Coach Perez has a saying he learned from his father, which is that baseballs are round but they come in square boxes. This analogy fits the unorthodox nature of their ballclub, and they have embraced the fact that the strength of their chemistry comes in how so many different personalities have bonded together to create the team environment. Now the goal is to focus that chemistry and learn how to play together based on that established trust.

Leaders like Baez help to make that a reality. The senior sets the tone for hard work, often staying after to work with players who want the extra reps.

“I try to show them what to do and the best way in hitting the ball,” Baez said. “I’m always practicing; even when I go home I am practicing. I like helping this team, and one of my goals is to not strike out, so I am working on that too.”

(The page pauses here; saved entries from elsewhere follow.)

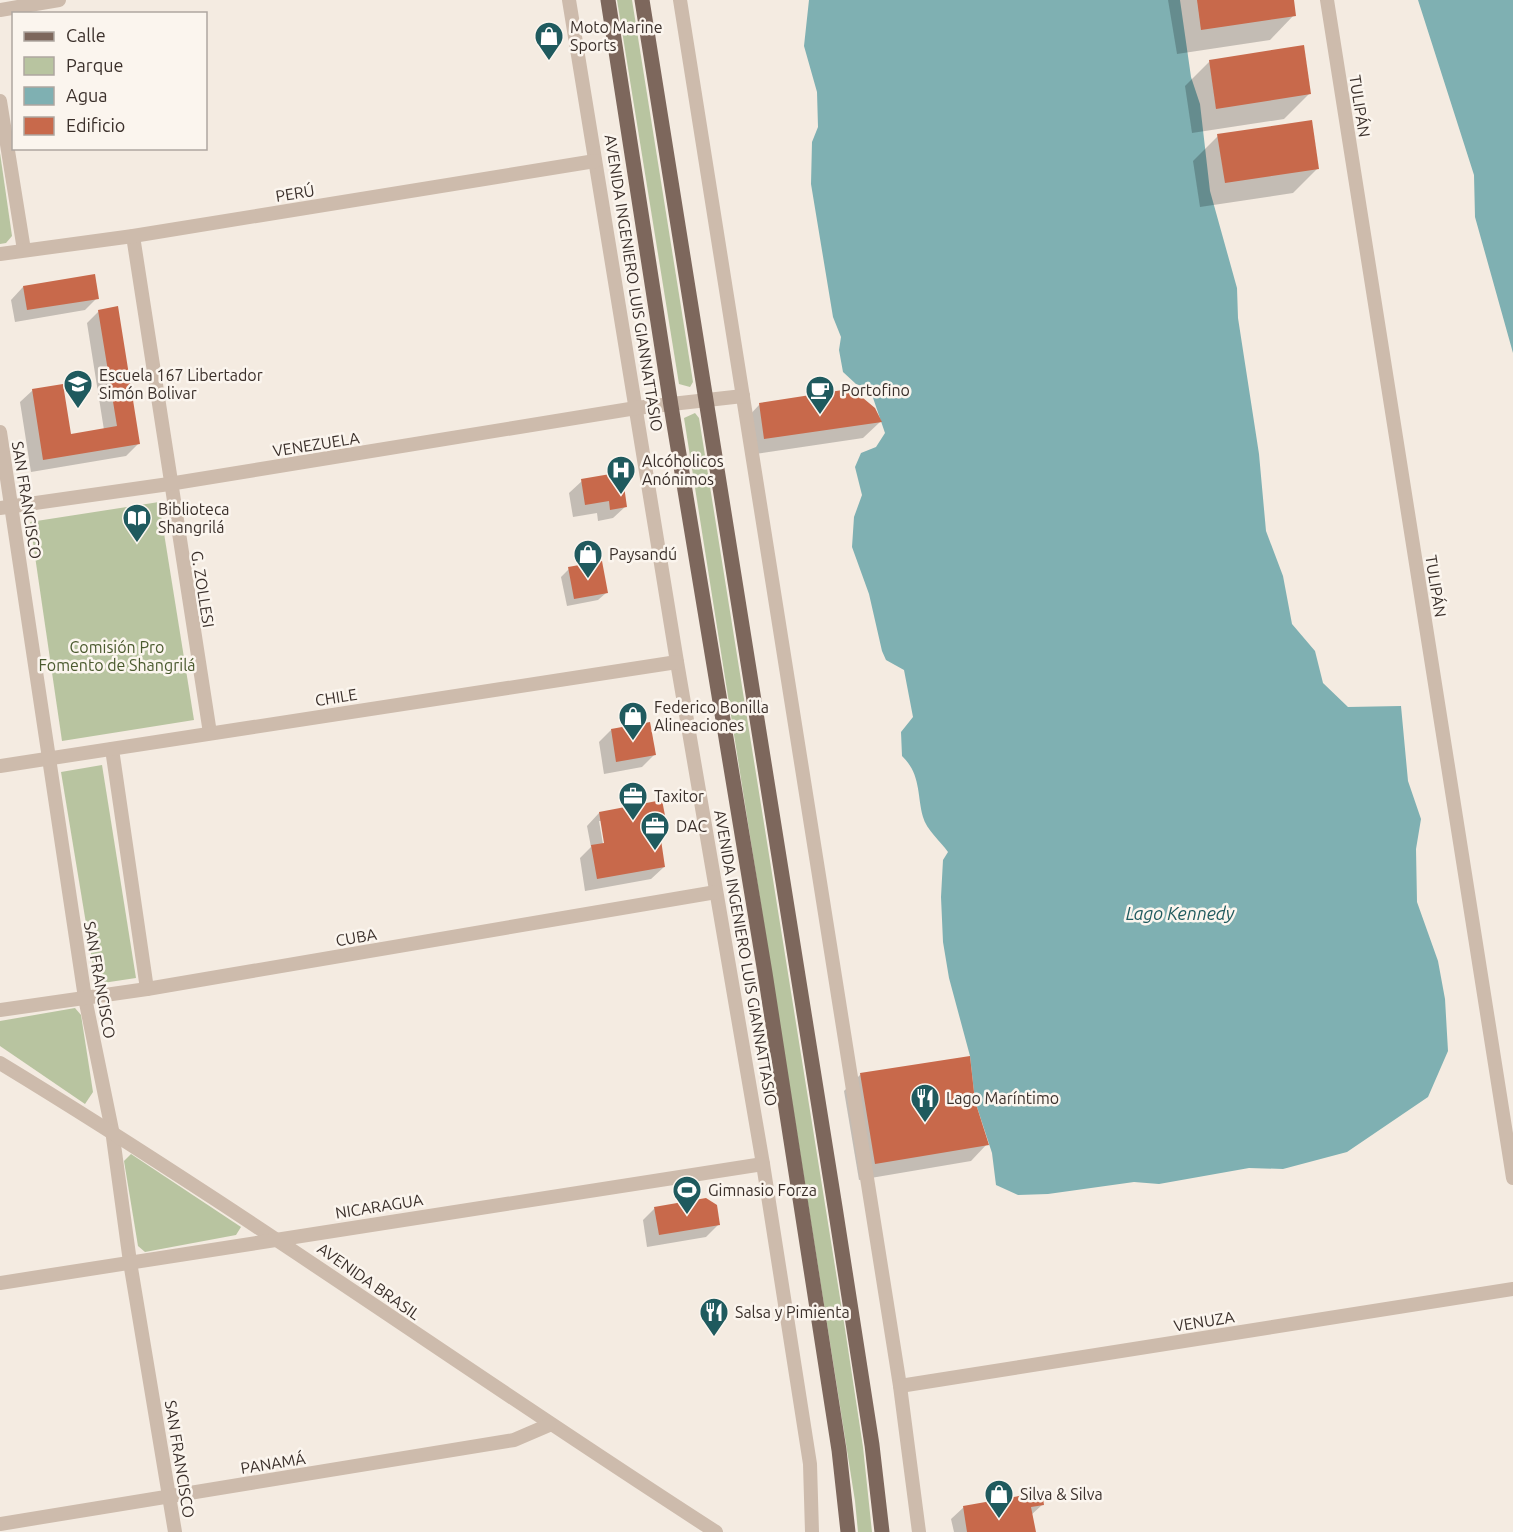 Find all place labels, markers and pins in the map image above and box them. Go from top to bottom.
place label: Moto Marine Sports [570,18,663,54]
shop icon: Moto Marine Sports [533,20,565,62]
place label: Escuela 167 Libertador Simón Bolivar [99,366,263,402]
school or university icon: Escuela 167 Libertador Simón Bolivar [62,368,94,410]
cafe icon: Portofino [804,374,836,416]
place label: Portofino [841,381,910,399]
place label: Alcóholicos Anónimos [642,452,724,488]
hospital icon: Alcóholicos Anónimos [605,454,637,496]
place label: Biblioteca Shangrilá [158,500,230,536]
library icon: Biblioteca Shangrilá [121,502,153,544]
shop icon: Paysandú [572,538,604,580]
place label: Paysandú [609,545,677,563]
place label: Federico Bonilla Alineaciones [654,698,769,734]
shop icon: Federico Bonilla Alineaciones [617,700,649,742]
office icon: Taxitor [617,780,649,822]
place label: Taxitor [654,787,704,805]
office icon: DAC [639,810,671,852]
place label: DAC [676,817,707,835]
restaurant icon: Lago Maríntimo [909,1082,941,1124]
place label: Lago Maríntimo [946,1089,1059,1107]
sports icon: Gimnasio Forza [671,1174,703,1216]
place label: Gimnasio Forza [708,1181,817,1199]
restaurant icon: Salsa y Pimienta [698,1296,730,1338]
place label: Salsa y Pimienta [735,1303,850,1321]
shop icon: Silva & Silva [983,1478,1015,1520]
place label: Silva & Silva [1020,1485,1103,1503] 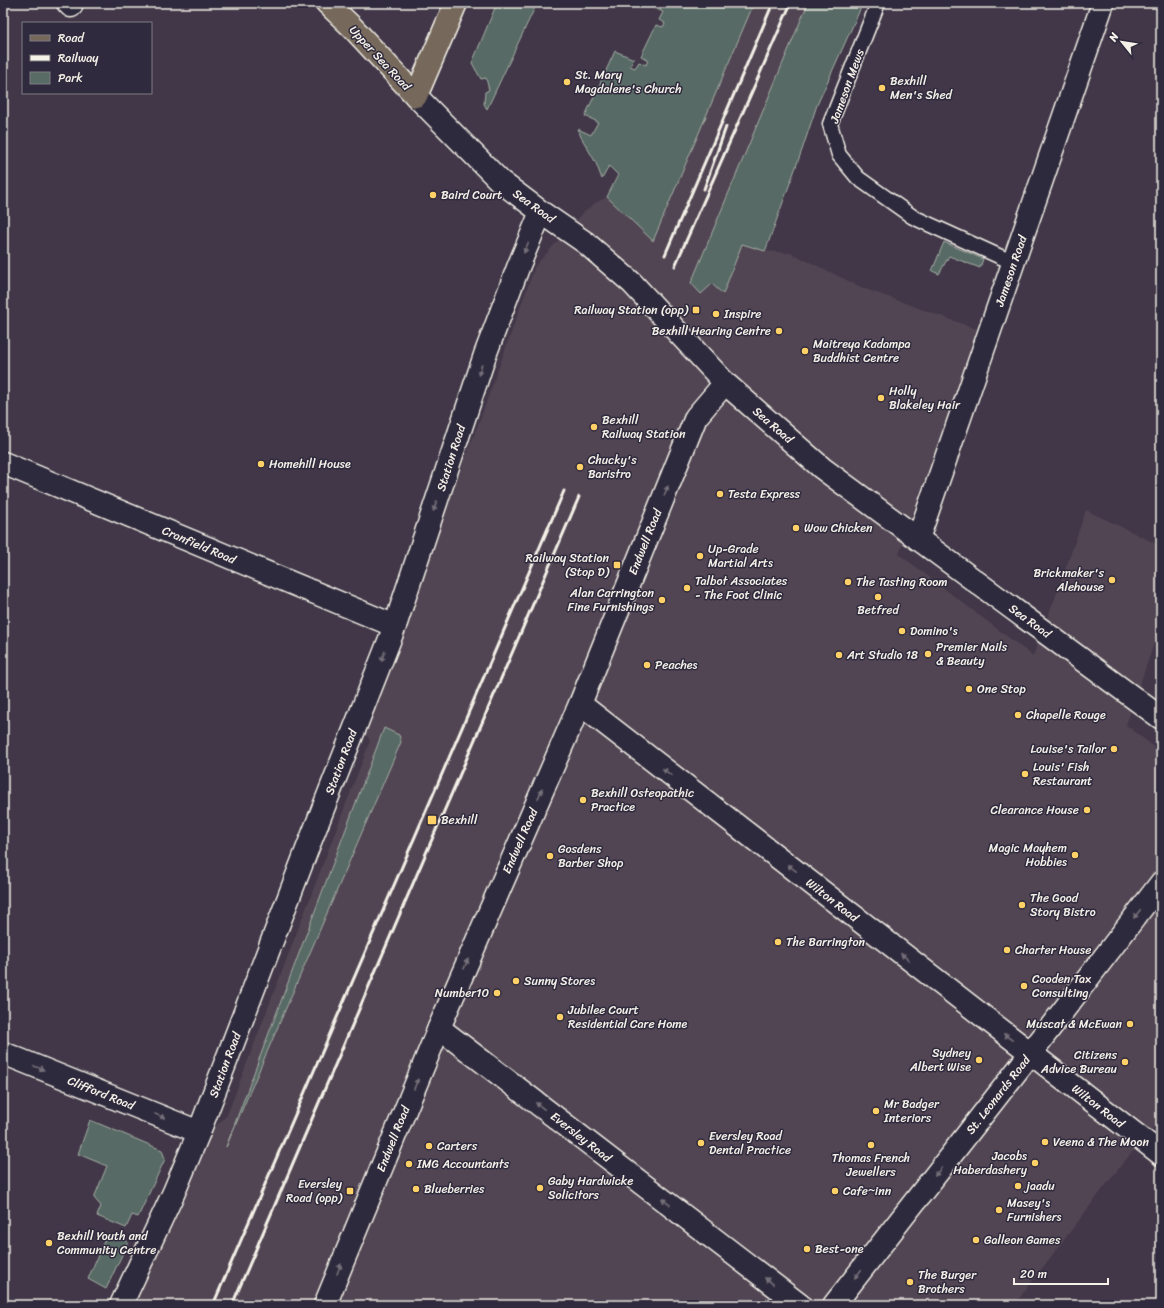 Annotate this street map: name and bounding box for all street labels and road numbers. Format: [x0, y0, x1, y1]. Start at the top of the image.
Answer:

Another key cog in the machine has been the addition of Carl McKinney to the coaching staff. The former Cougar starter who graduated after last season has returned to his alma mater to become an excellent teacher and motivator. Perez admits that McKinney deserves much of the credit for anything that the team accomplishes.

How much success the Cougars can achieve this year remains to be seen. Perez is selling his team on the motivation that nobody believes in them, that no one expects them to contend in their district anytime soon. Meanwhile he prefers that they remain an anonymous snake in the grass that can be dangerous because it is never seen before it attacks.

“I don’t want anybody to know about us,” Perez said. “We may not challenge for districts, but we’re going to scare people as the year goes on. When we pull up and 25 kids pile off the bus before a game, people will know that the times are changing.”